Farmer after farmer came to the microphone and challenged these views. A dairy farmer from Wisconsin said, "you learned to read, but can you see? The ones who still agree with you are from outside the farm and are investors. The family farmer who used to agree with you either changed his mind or is now out of business."

Gary Hoskey from Iowa explained the dangers of ground water pollution from leaking waste lagoons at large confinement hog farms. "You call us resources, but we're humans, men, women, and children with real problems, real lives.

Others took up the lack of access to markets dominated by conglomerates, the difficulties confronting young farmers trying to get started, and continued loss of farm land. "You talked a lot about how we spend 11 percent of our take home pay on food," said a farmer from Oklahoma. "When the future brings the full consolidation of corporate control, will we still spend only 11 percent?"

Leland Swenson, national president of the NFU, laid out the perspectives that the NFU would be organizing around in the coming year. He advocated lobbying efforts for a stronger "safety net" for farmers that included granting authority to the secretary of agriculture to set aside crop land from production to decrease overproduction, raising the cap on crop loans, mandatory price reporting for all processors for all their crop purchases, country of origin labeling, a federal property tax rebate, and more money for building crop storage facilities on farms to avoid spoilage. He closed by extending an invitation to all U.S. farm organizations and agriculture and commodity groups to join in a national agriculture summit to find common issues around which they can organize together.

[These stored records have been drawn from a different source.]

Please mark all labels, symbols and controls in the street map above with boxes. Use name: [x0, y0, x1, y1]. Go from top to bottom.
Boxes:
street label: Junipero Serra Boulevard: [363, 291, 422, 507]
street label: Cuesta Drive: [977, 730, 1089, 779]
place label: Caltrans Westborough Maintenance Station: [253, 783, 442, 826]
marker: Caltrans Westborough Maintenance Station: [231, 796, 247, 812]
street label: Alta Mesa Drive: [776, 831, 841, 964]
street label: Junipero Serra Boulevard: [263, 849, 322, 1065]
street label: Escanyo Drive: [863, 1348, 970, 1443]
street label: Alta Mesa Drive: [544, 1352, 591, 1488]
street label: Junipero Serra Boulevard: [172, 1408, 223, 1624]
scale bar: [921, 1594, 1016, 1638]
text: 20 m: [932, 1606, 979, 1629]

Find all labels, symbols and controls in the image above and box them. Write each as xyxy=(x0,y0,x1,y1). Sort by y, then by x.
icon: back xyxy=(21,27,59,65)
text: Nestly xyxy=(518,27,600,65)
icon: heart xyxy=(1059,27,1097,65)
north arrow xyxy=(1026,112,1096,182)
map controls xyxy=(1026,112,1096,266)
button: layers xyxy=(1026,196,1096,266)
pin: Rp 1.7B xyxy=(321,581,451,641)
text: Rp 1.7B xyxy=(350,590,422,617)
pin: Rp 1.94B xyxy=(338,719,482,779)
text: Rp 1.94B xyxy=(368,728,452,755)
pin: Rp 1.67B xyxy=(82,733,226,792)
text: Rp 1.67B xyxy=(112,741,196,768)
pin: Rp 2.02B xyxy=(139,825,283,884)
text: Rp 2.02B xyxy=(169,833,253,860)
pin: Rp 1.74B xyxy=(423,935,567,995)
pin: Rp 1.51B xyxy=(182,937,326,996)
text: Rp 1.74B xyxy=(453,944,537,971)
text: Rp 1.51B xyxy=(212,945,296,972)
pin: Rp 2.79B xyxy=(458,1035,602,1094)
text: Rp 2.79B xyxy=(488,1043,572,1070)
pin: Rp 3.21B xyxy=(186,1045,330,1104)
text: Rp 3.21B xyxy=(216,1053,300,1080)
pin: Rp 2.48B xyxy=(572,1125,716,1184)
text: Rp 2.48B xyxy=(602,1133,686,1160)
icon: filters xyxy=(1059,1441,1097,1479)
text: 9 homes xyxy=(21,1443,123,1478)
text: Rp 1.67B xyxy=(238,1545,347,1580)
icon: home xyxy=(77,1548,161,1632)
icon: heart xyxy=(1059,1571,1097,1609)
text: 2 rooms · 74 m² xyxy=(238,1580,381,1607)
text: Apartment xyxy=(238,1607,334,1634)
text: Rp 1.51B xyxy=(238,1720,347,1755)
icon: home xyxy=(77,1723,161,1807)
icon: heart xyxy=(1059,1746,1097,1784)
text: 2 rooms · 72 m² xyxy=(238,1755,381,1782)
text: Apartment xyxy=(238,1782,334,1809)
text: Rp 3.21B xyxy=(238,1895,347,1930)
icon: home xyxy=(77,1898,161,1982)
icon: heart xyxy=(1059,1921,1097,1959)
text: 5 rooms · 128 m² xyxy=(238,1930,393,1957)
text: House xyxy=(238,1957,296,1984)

On the final day of the convention, U.S. secretary of agriculture Daniel Glickman addressed the delegates. He encouraged farmers to follow the example the United Steelworkers of America officials, who have joined with the steel bosses to organize the "Stand Up for Steel" campaign.

This is a reactionary campaign organized by major U.S. steel companies that call for laws to be passed against the "dumping" of foreign steel in the U.S. market at what they claim to be unfair prices.

Tim Mailhot is a member of USWA Local 310 in Des Moines.